Isn’t there another chance to learn that play? A chance to show the new skill being mastered? When can we cover this again? Why does it always have to end?
Those who are closest to me in the baseball circles that I tread upon, they know how the last day of the season means to me. How much it affects me. And they probably know how much I have written on the subject over the years.
But this year was different. Aren’t they all.
When my Dad died on April 14th this year, it was baseball season. When I couldn’t bring myself around the team or the game for 3 weeks afterward, our coaches and parents picked up my slack. And when I did return, the game was there, like it always is, to rescue me and lift me slowly to my feet.
Then when the playoffs ended, we started the all-star season. Our first team practice was on June 27th, just 20 days ago. We practiced for 7 straight days. We had the 4th of July off, then another practice on the 5th. On the 6th the District tournament started. We hosted the tournament in Goffstown, at Allard Park. Then another practice on the 13th. Bang, the State tournament started on the 14th. Again, we hosted (we are still hosting).
On Friday the 15th, I drove to Canada for a family commitment. I drove back, nearly 400 miles on Saturday, hoping to get back to Allard Park before our game was done. I missed. So close.
So did we. We missed, as a team. So close. We lost the final game of our season, 3-1. Just writing the words makes me cringe, and reminds me how difficult sports are, as only ONE team finishes the season with a win. Yes, just ONE.

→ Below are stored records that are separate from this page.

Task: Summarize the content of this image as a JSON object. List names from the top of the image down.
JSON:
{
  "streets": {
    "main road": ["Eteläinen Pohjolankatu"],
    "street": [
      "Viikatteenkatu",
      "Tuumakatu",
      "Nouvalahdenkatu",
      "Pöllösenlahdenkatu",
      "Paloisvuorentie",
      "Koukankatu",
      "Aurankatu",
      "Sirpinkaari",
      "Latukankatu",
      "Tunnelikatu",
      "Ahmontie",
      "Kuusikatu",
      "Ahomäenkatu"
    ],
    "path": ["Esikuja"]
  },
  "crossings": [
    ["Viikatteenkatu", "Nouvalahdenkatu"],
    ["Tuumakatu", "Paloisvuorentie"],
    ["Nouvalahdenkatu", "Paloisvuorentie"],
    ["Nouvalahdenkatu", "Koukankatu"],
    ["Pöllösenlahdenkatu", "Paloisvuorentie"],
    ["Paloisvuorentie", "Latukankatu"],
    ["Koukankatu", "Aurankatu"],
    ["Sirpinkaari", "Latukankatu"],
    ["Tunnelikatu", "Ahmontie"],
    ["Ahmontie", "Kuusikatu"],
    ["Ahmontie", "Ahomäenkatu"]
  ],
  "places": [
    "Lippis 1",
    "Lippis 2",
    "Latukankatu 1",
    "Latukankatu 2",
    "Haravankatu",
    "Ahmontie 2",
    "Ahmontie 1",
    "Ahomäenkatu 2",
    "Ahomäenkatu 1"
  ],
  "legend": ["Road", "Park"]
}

I pulled in among the pines as the crowds were just starting to disperse following our game. I felt the pain that I always feel when there is no competitive tomorrow. I felt bad for having missed the game. But as much as I love baseball, family is more important, and that’s where I was needed.
Knowing me I will write too much and blow some readers out. But, as I usually do, I give the feeling of the good, or the bad, the great, or the disappointing, a chance to wash over me. A chance to resonate. Because the taste left in your mouth doesn’t always have to be bad even when things don’t go your way. And I do that by staring the reality right in the face, and I feel the pangs, while taking accountability for the parts I caused, corrected, or corrupted. So take away what you will.
Last year we had 27 days. This year it was just 20 days. So much work. So many throws, and swings. So many words and methods of communication. So much heat and frustration. So much fun. So much improvement. So much effort. So many lessons. So many chances to grow and learn, together. So many positive results that always seem to get less attention than the ones we stop to correct. I hate that about baseball because there is so much failure in the game. But then when skills are being mastered, appreciation should absolutely soar. Most kids are done playing baseball by the time they reach the age of 12.
Ya it was a different year. We had 3 players who practiced regularly with us as to improve their games while not being on the roster at all. I am thoroughly impressed with them for showing up and taking reps all in the name of improvement. Thank you to those kids and their families. You helped us all get better.
It probably goes without saying far too often, so I will say it. Thank you. Thank you. Thank you. To the parents, the families, the players, the coaches, the volunteers, and the entire support group we all count on. You all are second to none. As one Dad from another team said to me last week, “Hey coach, you guys have a great facility here. What really stands out, is all the work you all do to make this a great experience for all of us. (Laughing, he added) And you look like you have so much fun working together”. I thanked him sincerely for taking a moment to share that with me. I heard a lot of similar commentary from coaches, parents, and officials who happened to spend time with us at the gem we know as Allard Park. So, again, thank you to all of you and those who support your efforts. Thank you to the Allard Family.
Finally, I point out that several folks approached me with encouragement as they relayed their own perspective of how much they thought the team had grown or improved, or both. As a coaching staff, we don’t have the effect on these young men to the level a college football coach might have over four years, but I think there’s a valid lesson in a quote from the great coach, Amos “Alonzo” Stagg when he was asked if one of his college football teams was his best team ever, he answered: “Is this my best team ever? I won’t know that for another 20 years or so.”
So many things to learn. How to improve mechanics. How to make this play or that one. What to do in a game situation. Situational thinking and execution. So many lessons. How to be a better teammate. How to overcome adversity. How to win and lose with grace. How to approach each opportunity to be on the field. How to carry yourself as a fine young man. The list goes on and on.
I am proud of the team, and how hard they worked to improve. I got to see them raise their compete level to a previously unprecedented height, without losing sight of the game, or respect for their opponent. I love the spirit shared, as they willed flawless execution for one another while working to do their best on the splendid symmetry of the diamond. It was my pleasure to work with all of you. And despite me getting fired up to make a point every once in a while, I am truly humbled and honored to walk among you all, and be called coach.